Vedete, è proprio la filosofia, l’environment, l’aria che si respira che hanno ormai qualcosa di ideologicamente sbagliato, di andato a male, di patinatamente marcio. Sento descrivere da sedicenti esperti le problematiche della guida, il senso della sfida, il contesto di gara e piovono frasi che trasudano titanica drammaticità, pericoli maligni che incombono, sfide quasi gigantesche che questi poveri ragazzi sono costretti a lanciare in un mondo cattivo sottoposto a un destino bastardo porco...
Cioè, stiamo scherzando? I livelli di sicurezza sono ai massimi immaginabili, si corre in condizioni di rischio ultraragionevole e in situazioni esponenzialmente bonificate, tranquillizzate e sverminate rispetto financo al passato recente e ancora non va bene? Perché continuate a distruggere questo Sport?
La F.1 si chiama 1 perché poi non c’è altro. La lotta è e deve essere estrema, sotto ogni punto di vista. La F.1 è come la vita: vivendo e correndo può succedere di tutto. Conosco una signora ottantenne che andando a messa s’è rotta un femore al momento della comunione, perché una sua amica è scivolata prendendo l’ostia e franandole addosso a forbice. Capita. C’est la vie. Ma non per questo d’ora in poi ci si comunicherà in fila al ralenty, tutte pregando dietro a Bernd Maylaender.
A me la F.1 delle diecimila precauzioni e delle mille paure non piace. Di più. Mi fa un tantino schifo. Qualche lustro fa Bernie Ecclestone aveva lanciato le gomme “Monsoon”, ossia una mescola ognitempo con la quale si poteva correre perfino in caso di alluvione, fortunale o blizzard di neve. Perché giunti a una certa ora, bisogna avviarsi, punto, visto che il Motorsport non è disciplina per partenti riluttanti, ma per gente che a un certo punto ci dà del gas. Se dimentichiamo questo, non siamo da Montecarlo ma da Montecurling, con tutto il rispetto per il curling che è uno Sport meraviglioso e per puri ultraprecisi ma non altrettanto per duri, ecco, né tantomeno per gente dotata di piede pesante e pelo sullo stomaco. E neanche voglio dare ascolto alla voce che gira nell’ambiente, la quale dice birichina che in realtà a Montecarlo sarebbe stato il semaforo a far le bizze, prendendo poi la scusa dell’acqua per salvare la faccia del via rimandato. No, non voglio neanche approfondire, per carità.

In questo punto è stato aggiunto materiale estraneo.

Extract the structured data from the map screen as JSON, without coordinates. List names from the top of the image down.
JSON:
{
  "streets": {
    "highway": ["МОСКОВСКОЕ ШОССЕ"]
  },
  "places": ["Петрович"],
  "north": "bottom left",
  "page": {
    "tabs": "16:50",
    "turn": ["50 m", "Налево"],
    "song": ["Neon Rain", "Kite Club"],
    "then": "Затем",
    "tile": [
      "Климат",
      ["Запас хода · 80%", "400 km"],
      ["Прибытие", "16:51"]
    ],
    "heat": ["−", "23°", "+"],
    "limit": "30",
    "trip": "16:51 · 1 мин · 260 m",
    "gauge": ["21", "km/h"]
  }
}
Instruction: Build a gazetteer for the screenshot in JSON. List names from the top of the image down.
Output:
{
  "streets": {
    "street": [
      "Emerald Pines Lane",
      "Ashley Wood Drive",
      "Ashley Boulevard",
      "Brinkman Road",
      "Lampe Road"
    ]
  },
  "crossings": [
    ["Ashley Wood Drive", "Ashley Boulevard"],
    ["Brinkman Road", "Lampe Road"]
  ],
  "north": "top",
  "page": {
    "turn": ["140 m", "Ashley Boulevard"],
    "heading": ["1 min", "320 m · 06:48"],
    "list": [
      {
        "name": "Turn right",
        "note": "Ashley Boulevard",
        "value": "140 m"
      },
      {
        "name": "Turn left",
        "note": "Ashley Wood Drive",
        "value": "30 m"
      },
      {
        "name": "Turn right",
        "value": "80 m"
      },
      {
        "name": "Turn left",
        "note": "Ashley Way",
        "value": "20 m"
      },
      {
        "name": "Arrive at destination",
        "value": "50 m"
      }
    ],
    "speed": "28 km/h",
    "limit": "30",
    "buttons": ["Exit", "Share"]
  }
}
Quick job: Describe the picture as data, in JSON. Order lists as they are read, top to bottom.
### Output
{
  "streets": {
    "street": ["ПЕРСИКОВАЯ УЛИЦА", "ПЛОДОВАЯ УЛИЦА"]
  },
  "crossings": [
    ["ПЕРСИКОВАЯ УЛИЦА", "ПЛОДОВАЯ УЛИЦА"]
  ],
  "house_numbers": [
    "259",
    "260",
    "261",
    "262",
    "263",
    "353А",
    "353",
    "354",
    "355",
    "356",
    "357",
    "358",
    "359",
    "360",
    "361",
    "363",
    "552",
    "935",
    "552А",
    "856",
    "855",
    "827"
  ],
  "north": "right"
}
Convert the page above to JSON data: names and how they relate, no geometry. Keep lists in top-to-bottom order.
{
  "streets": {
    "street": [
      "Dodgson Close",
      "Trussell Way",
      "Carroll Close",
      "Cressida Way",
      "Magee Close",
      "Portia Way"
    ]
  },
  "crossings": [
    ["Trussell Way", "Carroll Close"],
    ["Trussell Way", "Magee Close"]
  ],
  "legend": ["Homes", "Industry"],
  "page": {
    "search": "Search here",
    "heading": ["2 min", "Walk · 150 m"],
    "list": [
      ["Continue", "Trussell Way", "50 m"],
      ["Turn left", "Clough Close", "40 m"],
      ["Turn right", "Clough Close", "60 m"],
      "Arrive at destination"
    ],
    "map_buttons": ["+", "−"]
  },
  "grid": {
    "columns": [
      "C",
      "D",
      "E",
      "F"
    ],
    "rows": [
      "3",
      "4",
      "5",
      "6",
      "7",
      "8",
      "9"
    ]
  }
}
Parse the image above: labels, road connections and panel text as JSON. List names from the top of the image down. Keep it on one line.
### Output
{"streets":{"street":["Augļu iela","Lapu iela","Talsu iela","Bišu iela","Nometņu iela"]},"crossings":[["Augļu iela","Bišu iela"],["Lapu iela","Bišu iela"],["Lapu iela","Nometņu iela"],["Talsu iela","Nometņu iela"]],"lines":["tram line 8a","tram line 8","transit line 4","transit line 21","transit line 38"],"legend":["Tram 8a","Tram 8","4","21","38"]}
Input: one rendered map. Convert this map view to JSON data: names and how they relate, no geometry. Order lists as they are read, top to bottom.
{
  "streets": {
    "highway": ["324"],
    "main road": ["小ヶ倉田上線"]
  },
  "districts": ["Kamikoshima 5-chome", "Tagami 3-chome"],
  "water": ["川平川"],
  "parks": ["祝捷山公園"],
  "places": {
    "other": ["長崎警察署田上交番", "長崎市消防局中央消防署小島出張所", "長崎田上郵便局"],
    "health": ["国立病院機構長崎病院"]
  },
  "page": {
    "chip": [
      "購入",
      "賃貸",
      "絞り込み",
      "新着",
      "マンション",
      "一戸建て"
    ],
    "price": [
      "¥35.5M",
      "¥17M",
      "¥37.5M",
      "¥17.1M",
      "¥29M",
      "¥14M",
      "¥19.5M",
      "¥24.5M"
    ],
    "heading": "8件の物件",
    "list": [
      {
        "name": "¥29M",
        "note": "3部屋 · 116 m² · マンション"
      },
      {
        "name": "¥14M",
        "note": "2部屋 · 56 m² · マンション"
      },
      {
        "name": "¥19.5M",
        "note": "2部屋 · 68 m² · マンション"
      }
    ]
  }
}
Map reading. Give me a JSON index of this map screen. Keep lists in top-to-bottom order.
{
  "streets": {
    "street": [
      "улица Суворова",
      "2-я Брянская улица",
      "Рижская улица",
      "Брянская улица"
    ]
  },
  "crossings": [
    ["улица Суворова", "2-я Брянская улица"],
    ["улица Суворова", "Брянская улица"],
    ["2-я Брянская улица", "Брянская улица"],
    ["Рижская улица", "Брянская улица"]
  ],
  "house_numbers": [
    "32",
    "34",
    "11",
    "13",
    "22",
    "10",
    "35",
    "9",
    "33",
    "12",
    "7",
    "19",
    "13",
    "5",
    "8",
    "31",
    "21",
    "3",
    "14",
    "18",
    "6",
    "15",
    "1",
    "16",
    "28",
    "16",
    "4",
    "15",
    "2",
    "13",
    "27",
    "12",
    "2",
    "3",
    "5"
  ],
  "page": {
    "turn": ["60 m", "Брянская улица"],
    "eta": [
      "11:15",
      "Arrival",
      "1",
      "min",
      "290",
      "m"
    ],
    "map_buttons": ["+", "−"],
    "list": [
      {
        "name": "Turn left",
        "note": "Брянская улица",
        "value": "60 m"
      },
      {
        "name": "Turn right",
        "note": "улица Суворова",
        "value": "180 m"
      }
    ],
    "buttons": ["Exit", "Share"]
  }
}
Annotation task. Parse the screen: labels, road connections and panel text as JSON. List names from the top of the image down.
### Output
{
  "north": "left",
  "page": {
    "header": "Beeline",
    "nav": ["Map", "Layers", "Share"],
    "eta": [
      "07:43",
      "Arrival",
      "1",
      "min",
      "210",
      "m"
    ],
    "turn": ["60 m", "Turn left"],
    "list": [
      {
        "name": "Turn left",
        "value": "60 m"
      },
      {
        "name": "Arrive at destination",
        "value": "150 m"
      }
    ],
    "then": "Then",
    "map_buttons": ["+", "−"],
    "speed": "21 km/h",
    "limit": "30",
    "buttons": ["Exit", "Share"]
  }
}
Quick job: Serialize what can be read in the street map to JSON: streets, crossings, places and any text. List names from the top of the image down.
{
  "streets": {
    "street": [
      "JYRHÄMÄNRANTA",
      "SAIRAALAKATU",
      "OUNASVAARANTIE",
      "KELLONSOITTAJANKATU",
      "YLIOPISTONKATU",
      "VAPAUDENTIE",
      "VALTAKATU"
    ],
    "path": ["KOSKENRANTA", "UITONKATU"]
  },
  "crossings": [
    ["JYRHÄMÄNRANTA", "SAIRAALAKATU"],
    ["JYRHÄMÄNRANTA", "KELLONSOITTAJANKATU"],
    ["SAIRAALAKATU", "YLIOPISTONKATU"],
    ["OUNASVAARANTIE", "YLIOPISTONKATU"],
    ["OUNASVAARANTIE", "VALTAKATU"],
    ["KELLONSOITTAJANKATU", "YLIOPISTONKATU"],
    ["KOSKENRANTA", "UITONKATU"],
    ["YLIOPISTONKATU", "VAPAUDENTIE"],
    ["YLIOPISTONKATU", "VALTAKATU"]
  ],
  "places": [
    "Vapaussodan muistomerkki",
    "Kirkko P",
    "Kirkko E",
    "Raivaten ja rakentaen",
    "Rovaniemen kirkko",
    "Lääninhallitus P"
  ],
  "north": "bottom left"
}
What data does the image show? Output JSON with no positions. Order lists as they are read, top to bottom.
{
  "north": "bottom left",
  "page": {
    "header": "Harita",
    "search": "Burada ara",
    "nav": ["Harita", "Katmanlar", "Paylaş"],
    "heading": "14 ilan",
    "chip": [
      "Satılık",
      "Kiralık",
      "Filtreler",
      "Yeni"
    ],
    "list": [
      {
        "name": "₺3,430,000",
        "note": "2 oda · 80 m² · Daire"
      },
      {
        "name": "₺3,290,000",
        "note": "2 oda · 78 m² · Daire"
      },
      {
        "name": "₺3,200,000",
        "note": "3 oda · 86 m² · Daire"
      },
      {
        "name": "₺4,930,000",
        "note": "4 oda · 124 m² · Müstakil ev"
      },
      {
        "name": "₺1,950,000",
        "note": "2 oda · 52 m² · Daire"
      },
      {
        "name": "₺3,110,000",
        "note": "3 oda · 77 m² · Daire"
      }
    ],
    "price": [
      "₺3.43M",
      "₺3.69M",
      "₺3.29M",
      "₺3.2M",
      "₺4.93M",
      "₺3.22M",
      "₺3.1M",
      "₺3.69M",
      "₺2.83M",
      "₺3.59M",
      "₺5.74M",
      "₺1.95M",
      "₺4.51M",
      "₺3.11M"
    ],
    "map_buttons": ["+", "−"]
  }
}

Piuttosto, di quelle due righe bruciate in uscita pit-lane dai due Red Bull Boys, chi più chi meno, tra Perez e Verstappen, ne vogliamo parlare? No, dico, ma con che faccia la Federazione disciplina la F.1, proponendo ad ogni Gran Premio le stesse regole applicate però di volta in volta in modo diverso? Che tipo di certezza del diritto vige in F.1? Quale chiarezza esiste e persiste, nello sport più estremo, costoso e lussuoso del pianeta?
Ho visto Ocon punito con cinque secondi di time penalty che gli hanno rovinato la gara per una resistenza maschia su Hamilton, ma neanche il fumus di una vera indagine nei confronti delle decisive violazioni dei due piloti dell’Energy Drink Team. Cioè, a parti invertite, se la Ferrari avesse vinto con una riga spaccata, Horner e Marko avrebbero tirato giù dal letto il Principe Alberto, invece niente, nada giustizia. Ma come, per anni e anni ci inculcano e ci introiettano che qualsiasi bruciata di linea, seppur millimetrica, verrà sanzionata con inesorabile spietatezza, come se non peggio del fuorigioco nel calcio, poi Perez e Verstappen questo fanno in mondovisione - come impietosamente comprovato dal miriadi di ralenty i quali comprovano che i fattacci, seppur di poco, sono avvenuti eccome -, e tutti zitti e beati, indagini zero, dibattito meno uno e buonanotte al secchio. Ma perché costoro non trovano mai dieci minuti di tempo per vergognarsi? E mi rivolgo a tutti i padroni del vapore della F.1, nessuno escluso.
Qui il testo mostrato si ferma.